Zócalo has launched a series where it invites writers to contribute pieces on going home, "wherever or whatever that may be." First up is Andrés Martinez, who helped spawn Zócalo while he was editor of the editorial pages at the Los Angeles Times, before the dramatic fall. Martinez, now an associate editor of Zócalo, uses the occasion of the Mexican independence bicentennial to write about being Mexican and American in Los Angeles.
I wasn’t raised to hyphenate, or synthesize my Mexicanidad with my Americanness. I mastered both separately, undiluted, teeing up a choice. (Actually, Mexican law teed up the choice for me, since it barred dual nationality past the age of 18.) I always ate fiery, dousing spice with lime whenever possible not only because it is the Mexican way, but because I was so spooked by those descriptions of scurvy in “Mutiny on the Bounty.” I spoke with a norteño accent renowned throughout the Spanish-speaking world as the tenor of Pancho Villa’s Dorados. It’s that hyper-Mexican accent that makes people elsewhere in the world expect you to start a revolution, or at least sing a corridor about your horse.I was also the güero obsessed with learning U.S. history, literature and politics. I was the kid in class who had no one to talk to about Holden Caulfield because no one else had read the book, or about how Americans could venerate someone like Robert E. Lee, who’d apparently managed to kill far more gringos than any Mexican general ever had.
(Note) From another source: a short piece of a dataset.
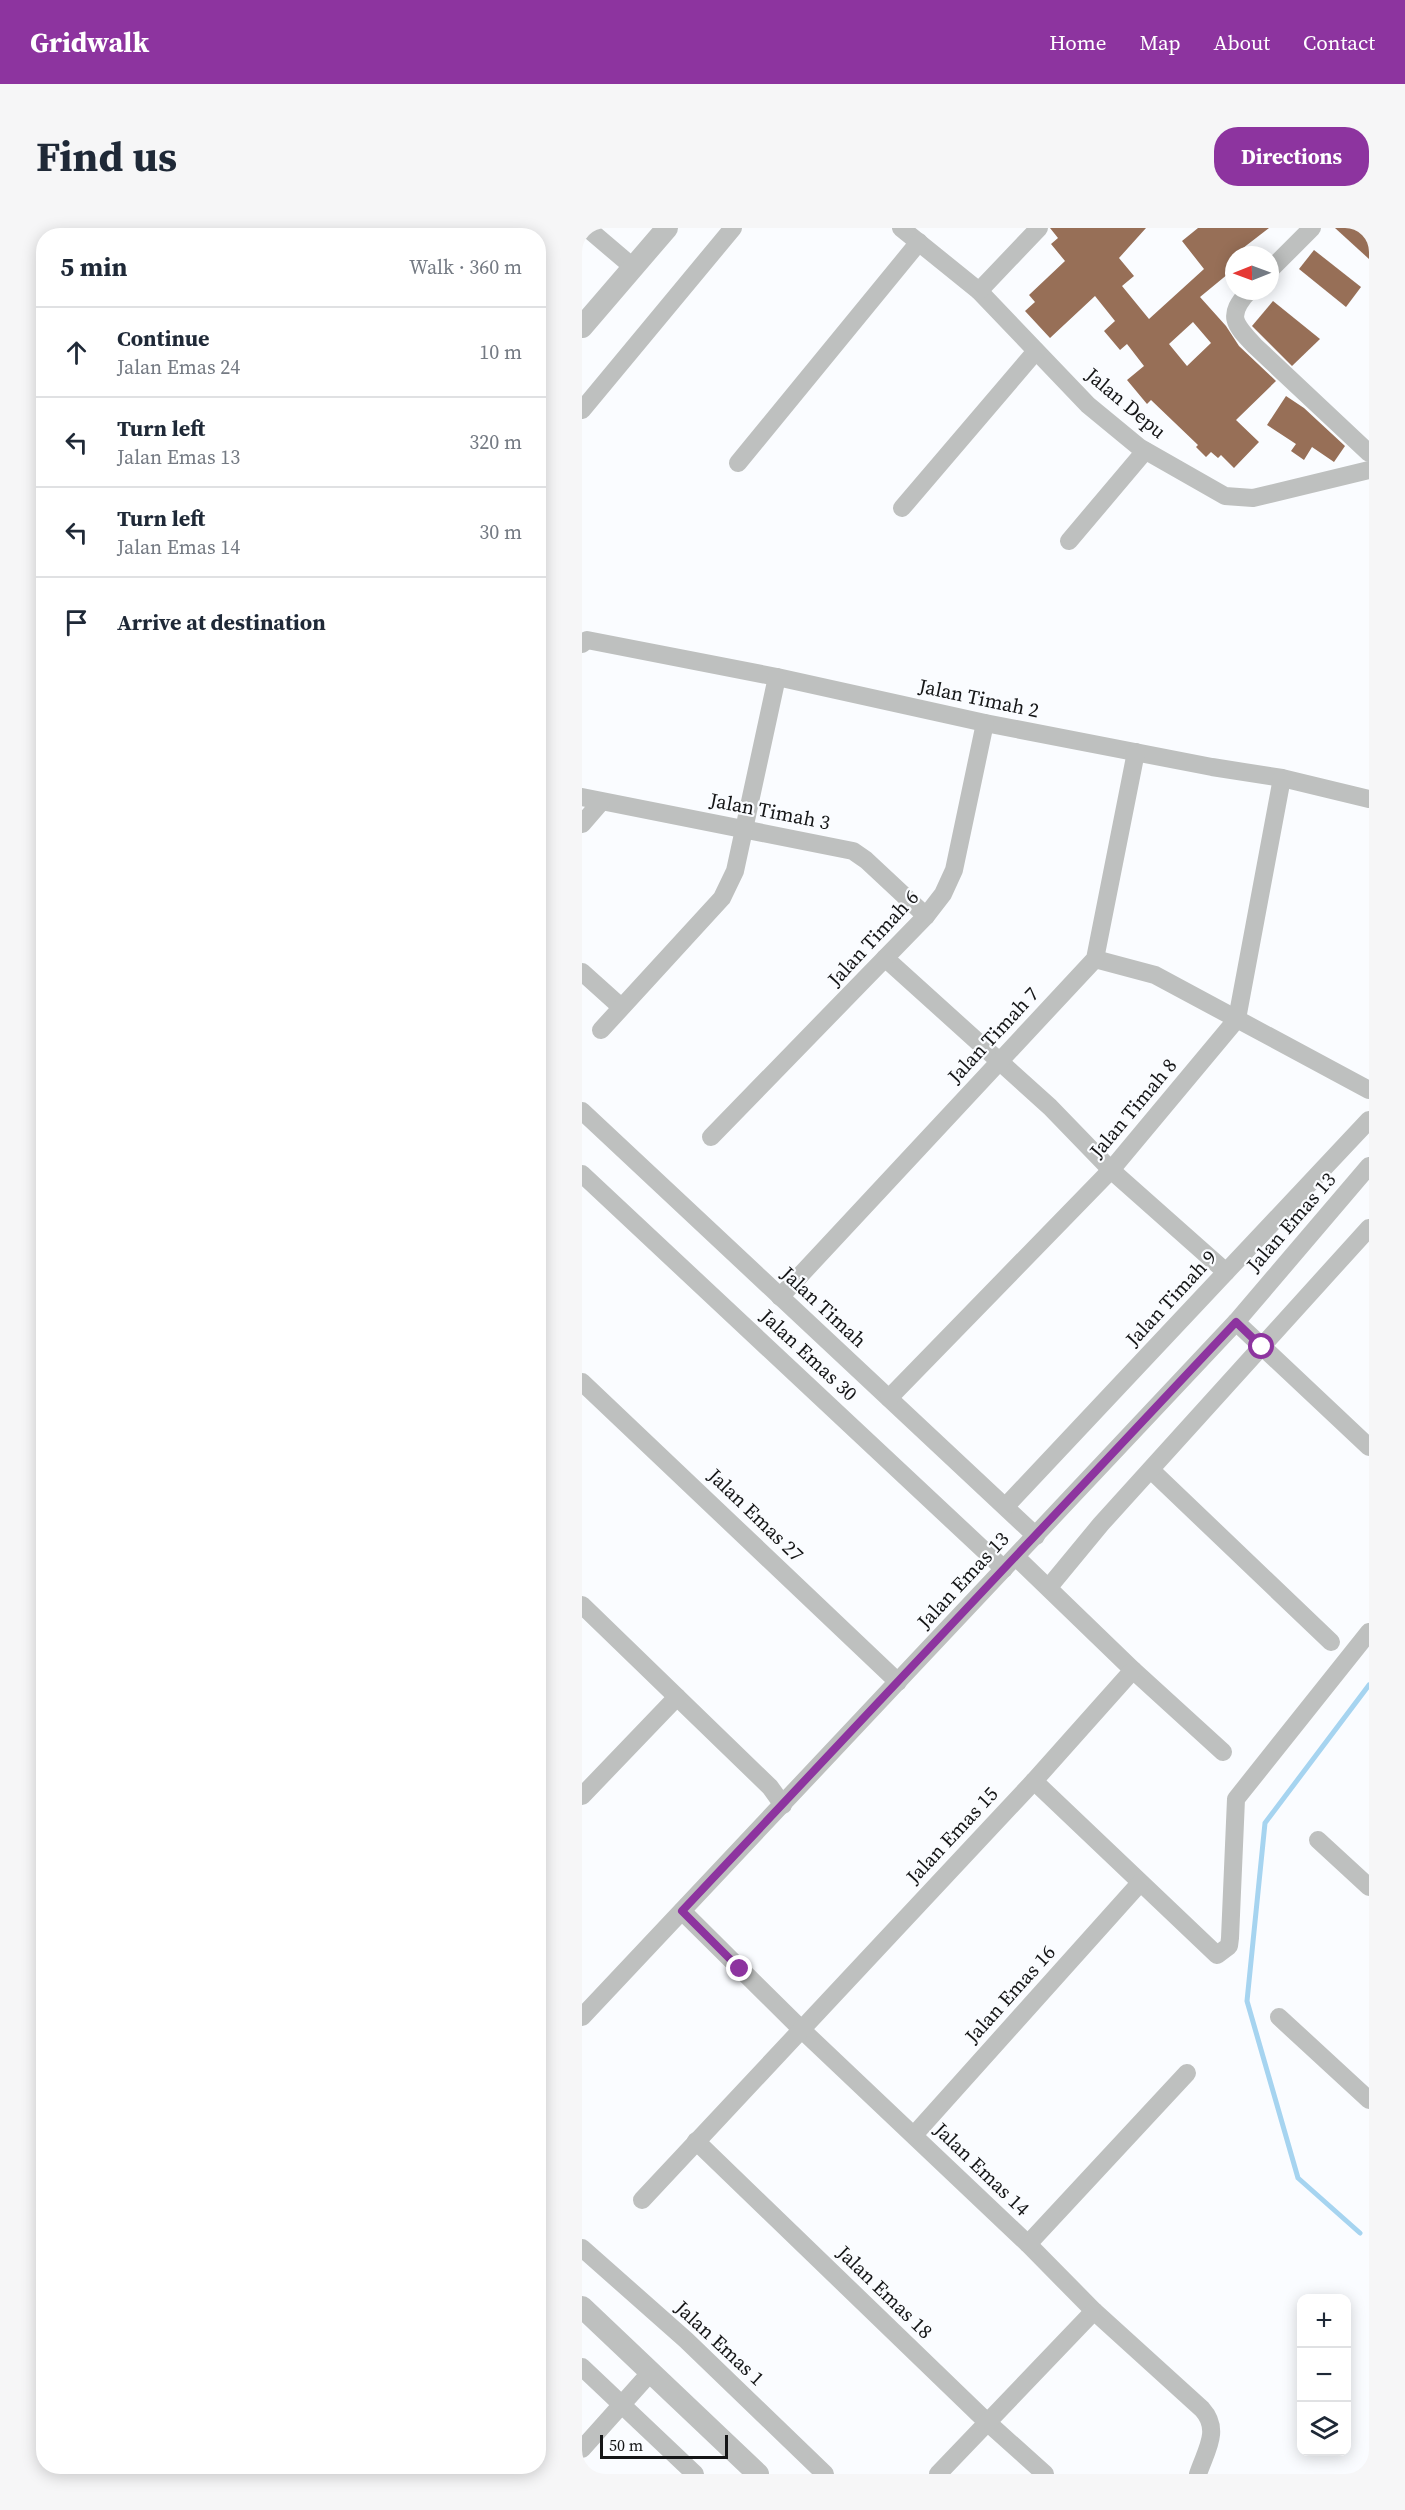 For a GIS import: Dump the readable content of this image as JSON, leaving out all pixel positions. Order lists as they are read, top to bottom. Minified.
{"streets":{"street":["Jalan Depu","Jalan Timah 2","Jalan Timah 3","Jalan Timah 6","Jalan Timah 7","Jalan Timah 8","Jalan Emas 13","Jalan Timah 9","Jalan Timah","Jalan Emas 30","Jalan Emas 27","Jalan Emas 15","Jalan Emas 16","Jalan Emas 14","Jalan Emas 18","Jalan Emas 1"]},"crossings":[["Jalan Timah 2","Jalan Timah 6"],["Jalan Timah 2","Jalan Timah 8"],["Jalan Timah 3","Jalan Timah 6"],["Jalan Timah 7","Jalan Timah"],["Jalan Timah 8","Jalan Timah"],["Jalan Emas 13","Jalan Timah"],["Jalan Emas 13","Jalan Emas 30"],["Jalan Emas 13","Jalan Emas 27"],["Jalan Emas 13","Jalan Emas 14"],["Jalan Timah 9","Jalan Timah"],["Jalan Emas 30","Jalan Emas 15"],["Jalan Emas 15","Jalan Emas 14"],["Jalan Emas 16","Jalan Emas 14"]],"scale_bar":"50 m","north":"left","page":{"header":"Gridwalk","nav":["Home","Map","About","Contact"],"title":"Find us","buttons":"Directions","heading":["5 min","Walk · 360 m"],"list":[["Continue","Jalan Emas 24","10 m"],["Turn left","Jalan Emas 13","320 m"],["Turn left","Jalan Emas 14","30 m"],"Arrive at destination"],"map_buttons":["+","−"],"scale":"50 m"}} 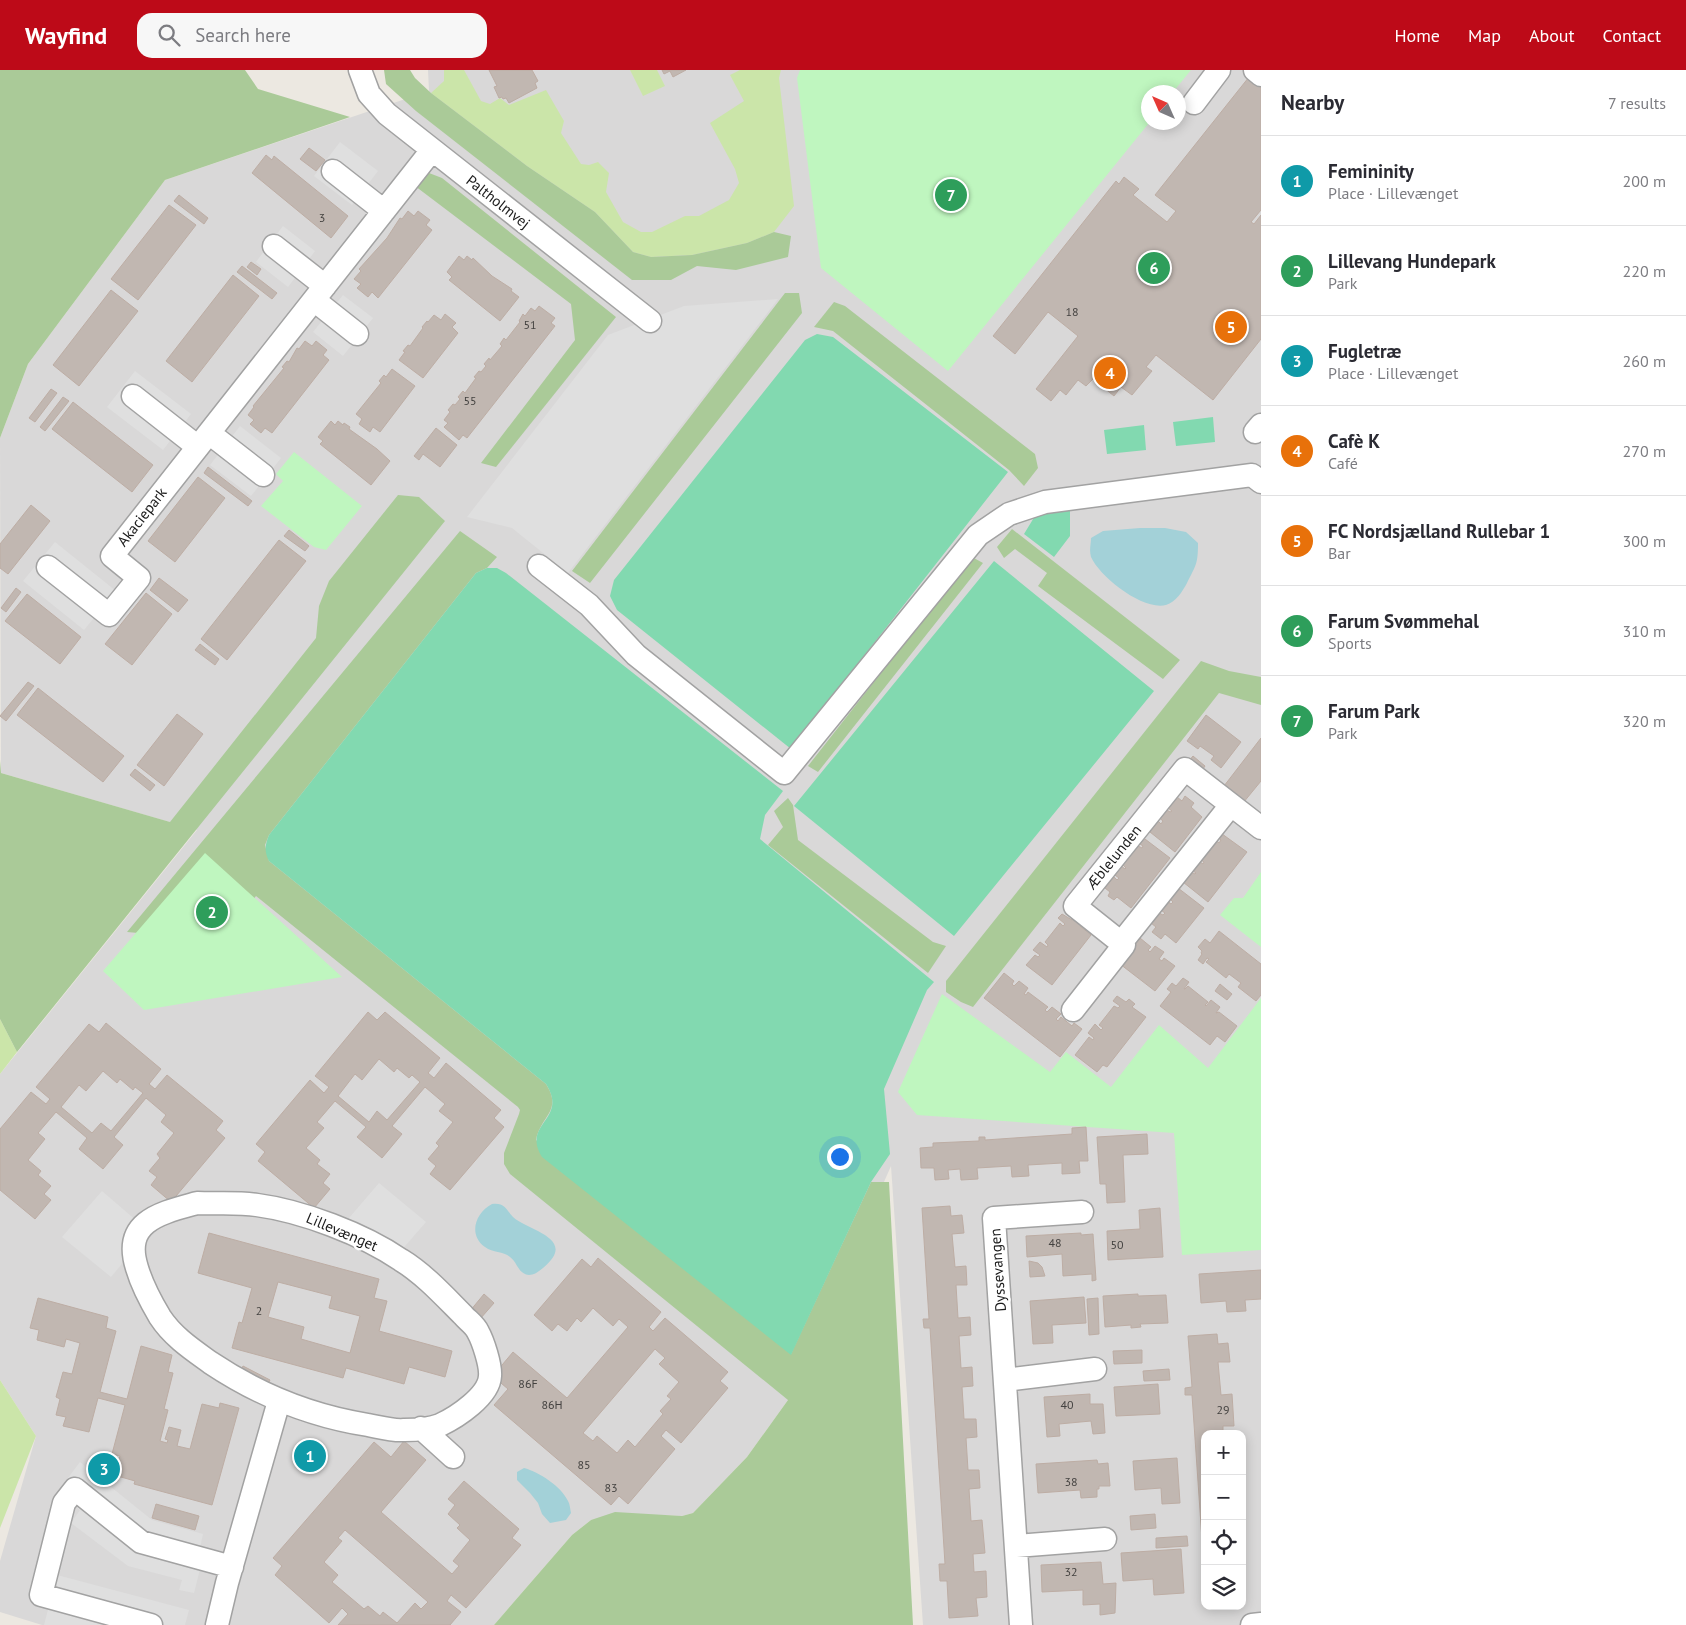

I couldn’t wait to go off to Exeter, Yale, and The New York Times, unaware that I’d only be swapping one exile for another.
But Los Angeles disturbs my ruminations about here versus there, about these distinctive, self-contained spaces separated by a fixed line running through my consciousness, as it does on the map. Los Angeles straddles my two worlds.
He touches briefly on his years at the Times and notes that "some of my colleagues who’d moved from the East Coast felt like expats in California, but for me Los Angeles offered the promise of hyphenation without dilution — an end to exile."